First of all, without a category for “None,” the question attributes are not exhaustive. The category for “Christian,” however, is problematic because Catholicism is one of two branches of Christianity—they are the same thing. Protestant Christians have only one option here (“Christian”), but what does a Catholic Christian choose? These attributes are not mutually exclusive: Catholics fit into two categories. When attributes are not mutually exclusive, respondents are misclassified; that is, the categories do not reflect the respondent’s true response/classification.

Some questions are designed specifically to have respondents select “all that apply.” We call these “cafeteria” questions, and expect that each category represents a distinctive answer, for which there are multiple categories. When you have a question that is expected to be one answer per respondent, variable attributes should be both exhaustive (everyone can answer at least one) and mutually exclusive (everyone can answer only one).

VARIATION

We are concerned with what variables measure and how variables are measured. When variables have exhaustive and mutually exclusive attributes, they should vary appropriately. We want variables to vary because it is through their variation that we can measure change in another variable. Variation is the amount of change included in a variable; each variable has 100 percent variation.

Let’s look at the variance—distribution—of the following two GSS variables. The variable EVCRACK in Figure 5.1 measures whether or not respondents have ever used crack cocaine (with answer categories of “yes” or “no”). The variable GRASS in Figure 5.2 measures whether respondents think that marijuana should be made legal (with answer categories of “should” [be made legal] or “should not” [be made legal]).
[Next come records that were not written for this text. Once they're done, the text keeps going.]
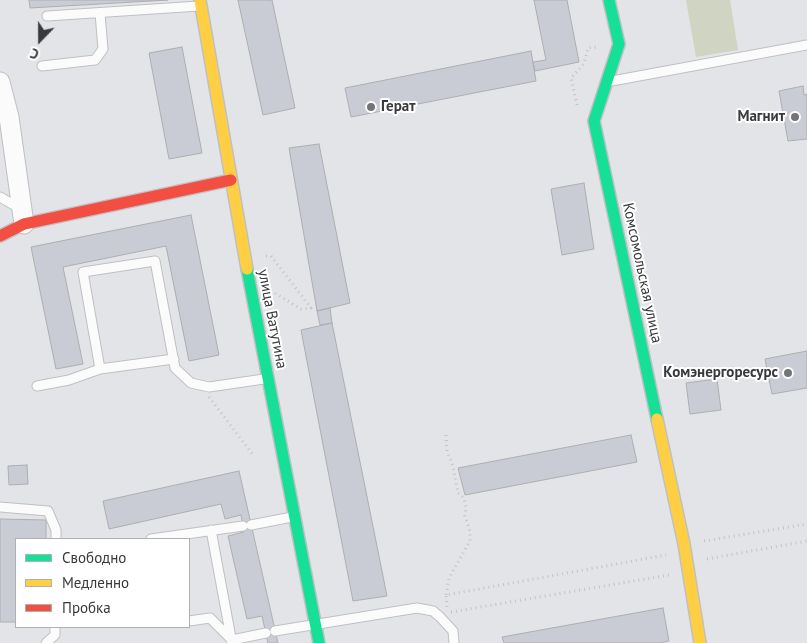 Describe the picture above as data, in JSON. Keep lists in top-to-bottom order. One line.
{"streets":{"street":["Комсомольская улица","улица Ватутина"]},"places":["Герат","Магнит","Комэнергоресурс"],"legend":["Свободно","Медленно","Пробка"],"north":"bottom"} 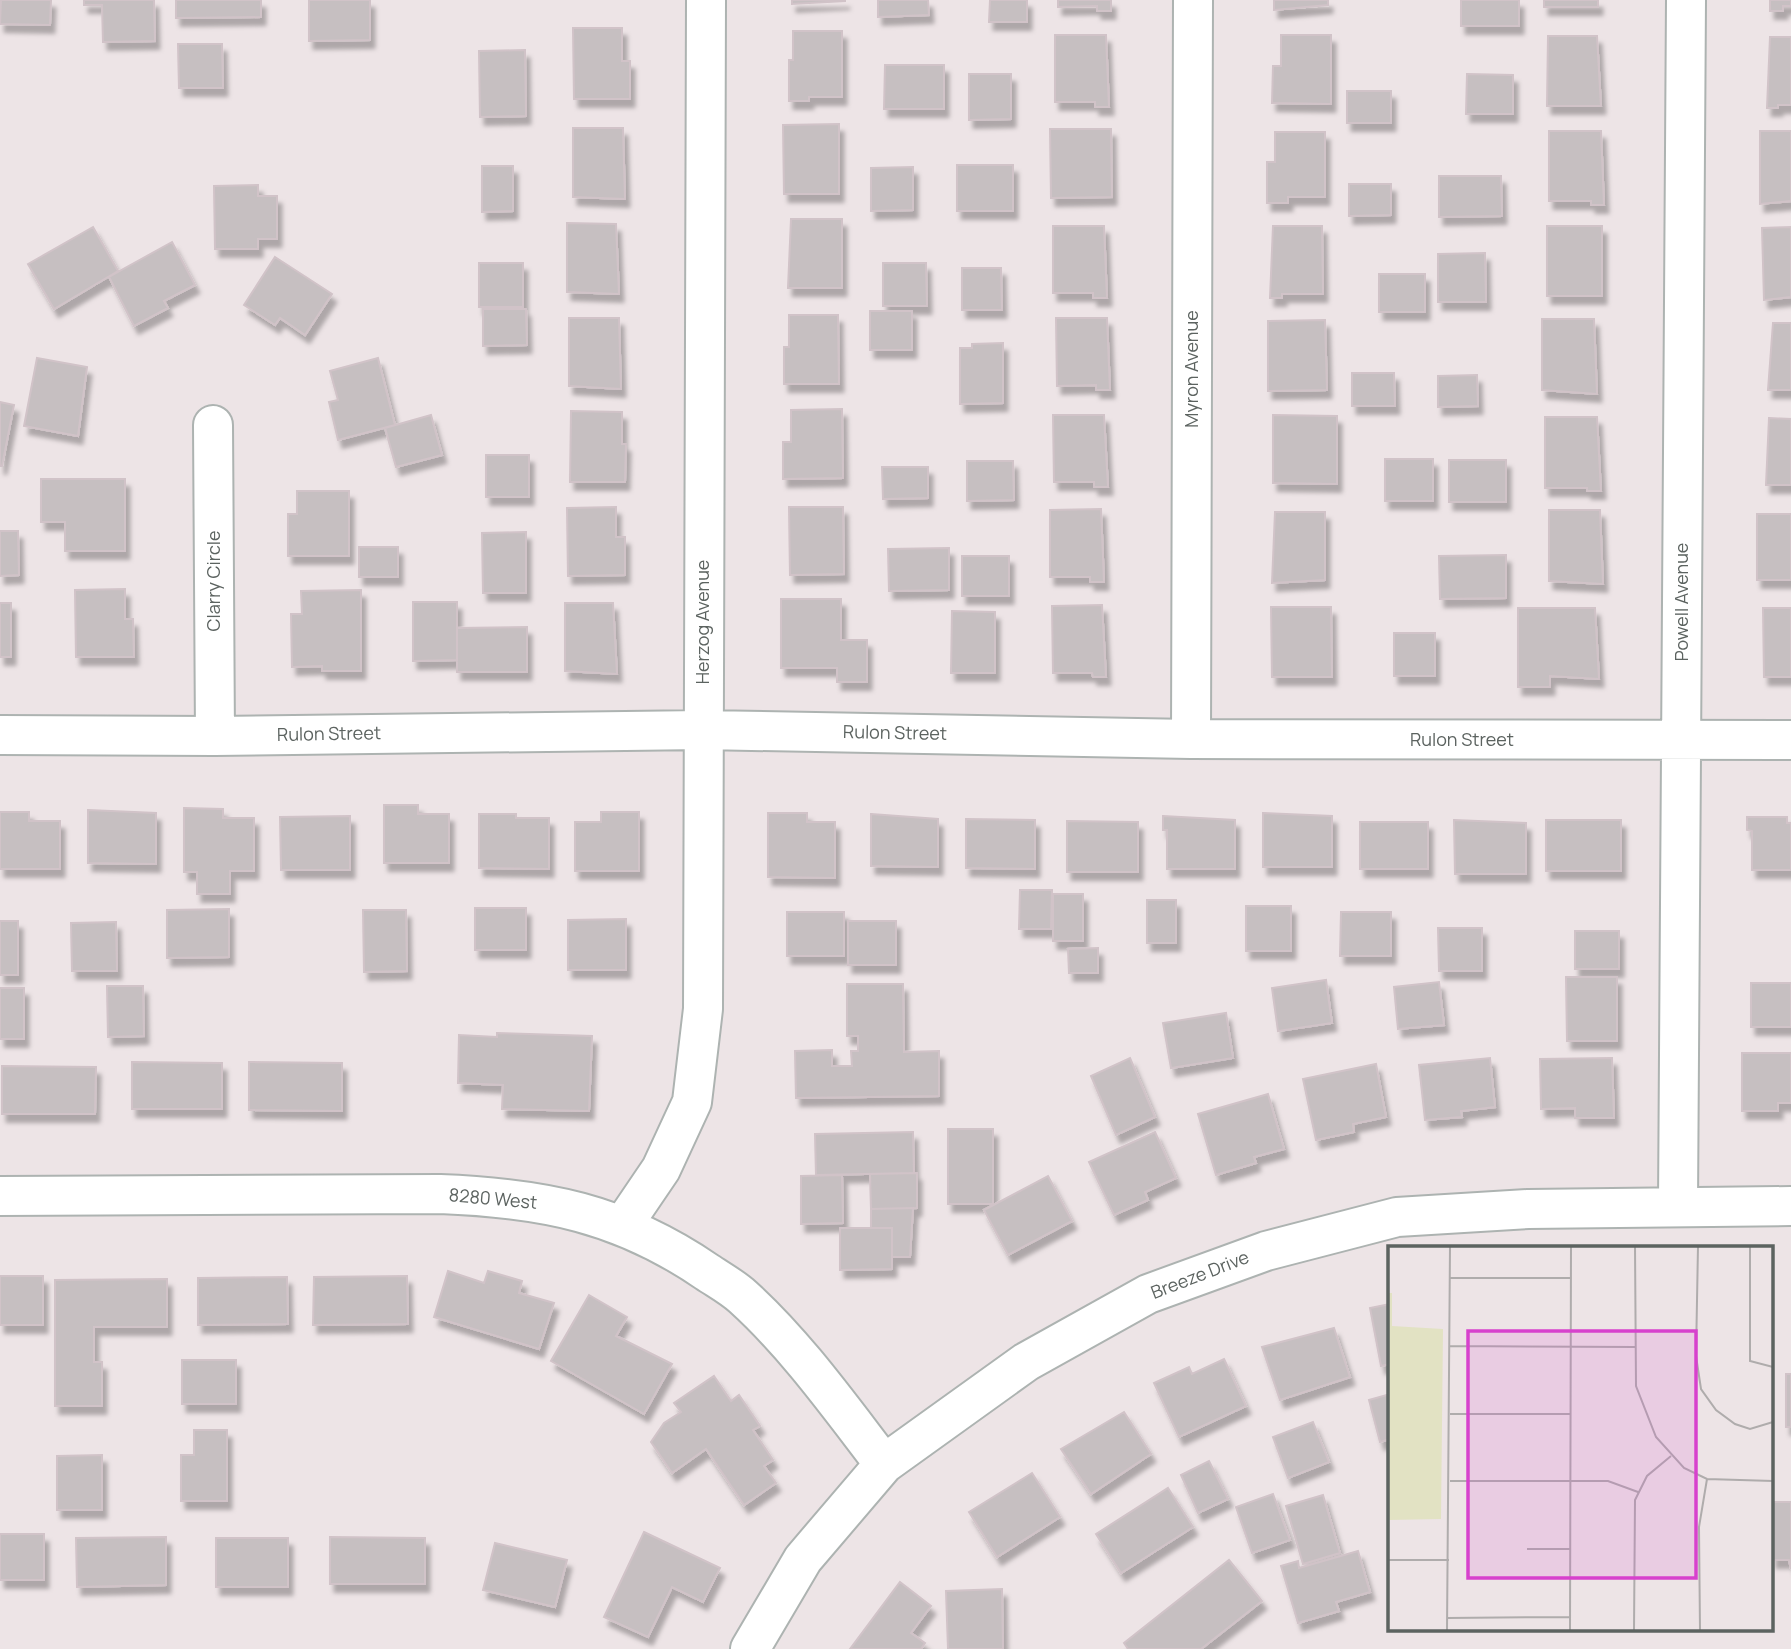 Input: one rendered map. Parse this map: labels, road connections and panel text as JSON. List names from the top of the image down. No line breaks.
{"streets":{"street":["Myron Avenue","Clarry Circle","Powell Avenue","Herzog Avenue","Rulon Street","8280 West","Breeze Drive"]},"crossings":[["Myron Avenue","Rulon Street"],["Clarry Circle","Rulon Street"],["Powell Avenue","Rulon Street"],["Powell Avenue","Breeze Drive"],["Herzog Avenue","Rulon Street"],["Herzog Avenue","8280 West"],["8280 West","Breeze Drive"]]} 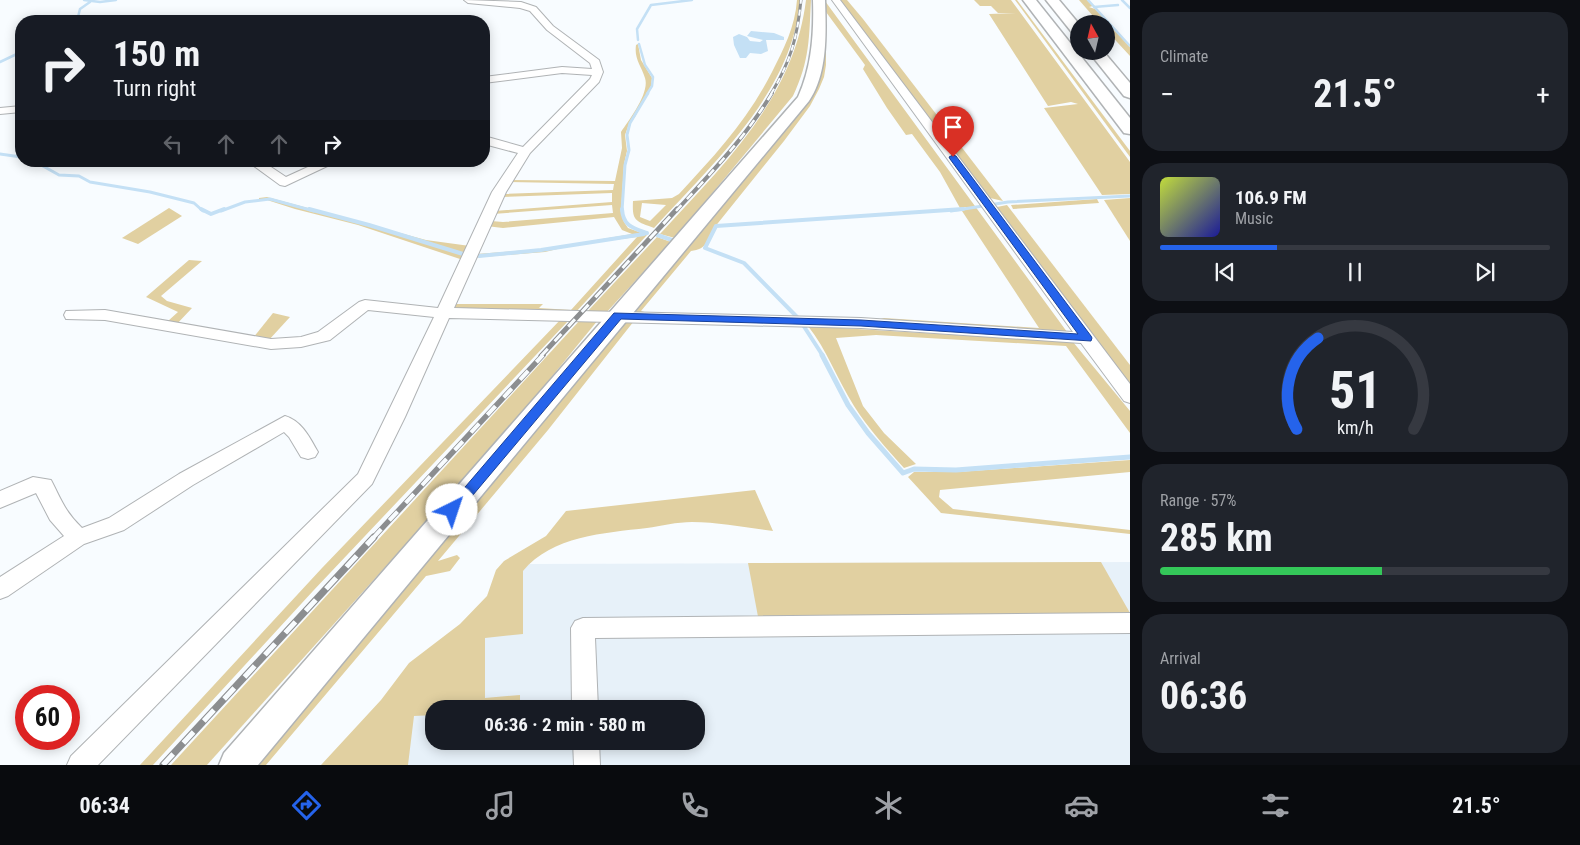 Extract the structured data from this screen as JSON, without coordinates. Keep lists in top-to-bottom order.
{
  "north": "top",
  "page": {
    "tile": [
      "Climate",
      ["Range · 57%", "285 km"],
      ["Arrival", "06:36"]
    ],
    "turn": ["150 m", "Turn right"],
    "heat": ["−", "21.5°", "+"],
    "song": ["106.9 FM", "Music"],
    "limit": "60",
    "trip": "06:36 · 2 min · 580 m",
    "tabs": ["06:34", "21.5°"],
    "gauge": ["51", "km/h"]
  }
} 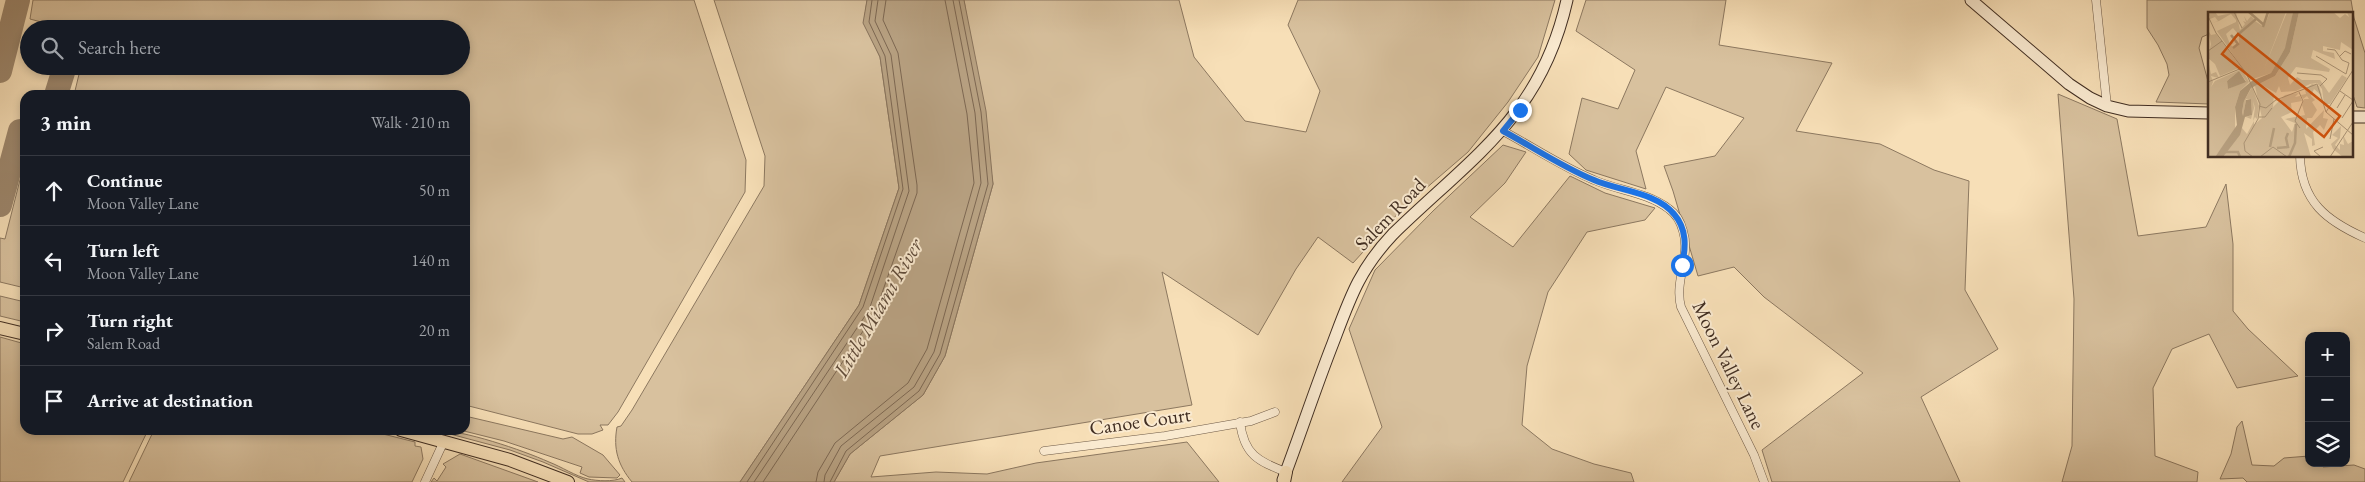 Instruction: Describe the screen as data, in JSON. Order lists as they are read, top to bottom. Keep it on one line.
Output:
{"streets":{"street":["Salem Road","Moon Valley Lane","Canoe Court"]},"crossings":[["Salem Road","Moon Valley Lane"]],"water":["Little Miami River"],"page":{"search":"Search here","heading":["3 min","Walk · 210 m"],"list":[["Continue","Moon Valley Lane","50 m"],["Turn left","Moon Valley Lane","140 m"],["Turn right","Salem Road","20 m"],"Arrive at destination"],"map_buttons":["+","−"]}} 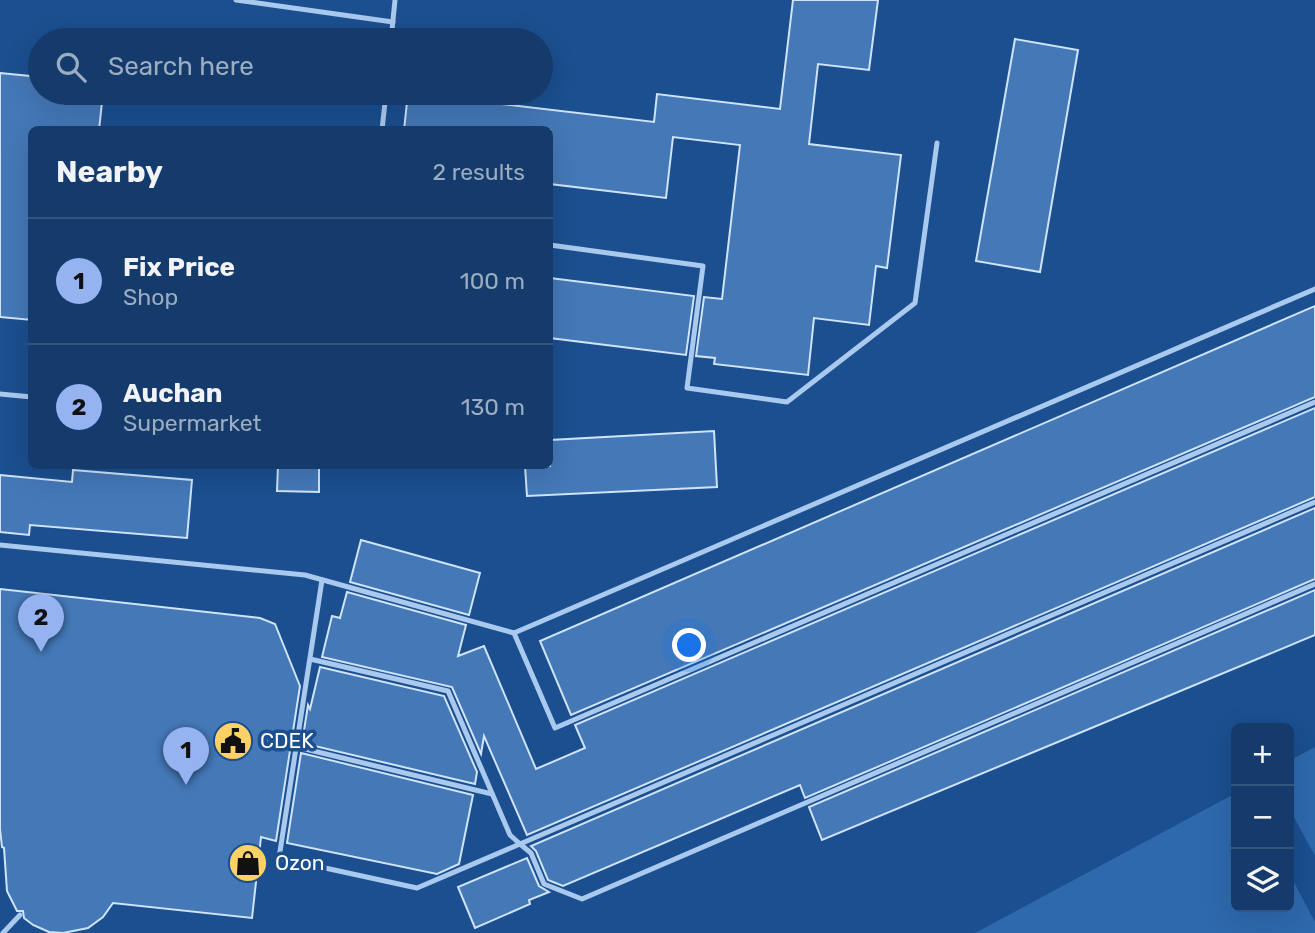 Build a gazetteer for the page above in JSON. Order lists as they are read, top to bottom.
{
  "places": {
    "public building": ["CDEK"],
    "shop": ["Ozon"]
  },
  "page": {
    "search": "Search here",
    "heading": ["Nearby", "2 results"],
    "list": [
      {
        "mark": "1",
        "name": "Fix Price",
        "note": "Shop",
        "value": "100 m"
      },
      {
        "mark": "2",
        "name": "Auchan",
        "note": "Supermarket",
        "value": "130 m"
      }
    ],
    "pins": ["2", "1"],
    "map_buttons": ["+", "−"]
  }
}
Both of the variables in Figures 5.1 and 5.2 are considered dichotomous variables because they each have two category options (yes/no and should/should not, respectively). Think about each of these variables as having 100 percent variation. In each of these examples, variation is split into two attributes. For EVCRACK, 6.3 percent of people report having ever tried crack cocaine; 93.7 percent of people report not having tried crack cocaine. The closer a variable gets to having any one category reach 100 percent, the less variance there is in the variable. When most people select the same response, a variable has little variance.

In contrast, the variable GRASS has a nearly maximum amount of variation. Those responding that marijuana should be made legal versus should not be made legal are 47.9 percent to 52.1 percent, respectively. For a dichotomous variable (a variable with two answer categories), the maximum amount of variation is 50 percent for each category. Unlike EVCRACK, GRASS has almost as much variation as possible.

Here are two additional dichotomous variables. Look at Figure 5.3 for the variation in the variable for POSTLIFE, which measures whether or not a person believes there is a life after death, and Figure 5.4 for the variation in ASTROLGY, which measures whether respondents ever read a horoscope or their personal astrology report.

Which of these two variables has the most variation? Figure 5.3 shows the univariate distribution for POSTLIFE with 81.1 percent of people reporting that they believe in a life after death while 18.9 percent of people report they do not believe in a life after death. The results in Figure 5.4 for ASTROLGY show that 57.6 percent of respondents read a horoscope or a personal astrology report, and 42.4 percent of respondents do not. Remember that the maximum variation for a dichotomous variable is for each of the two categories to be closer to 50 percent. That makes ASTROLGY the variable with the most variation (as opposed to POSTLIFE).

When using a dichotomous variable (a variable with only two attributes/answer categories), variation is important to gauge. A widely used rule for dichotomous variables is that they need to have at least 20 percent or more variation between categories. If one category encompasses less than 20 percent of the respondents, there’s often not enough variation within the variable to use it to explain the change/variation in another variable. The more variance within a variable, the better able that variable is to explain variance in another variable.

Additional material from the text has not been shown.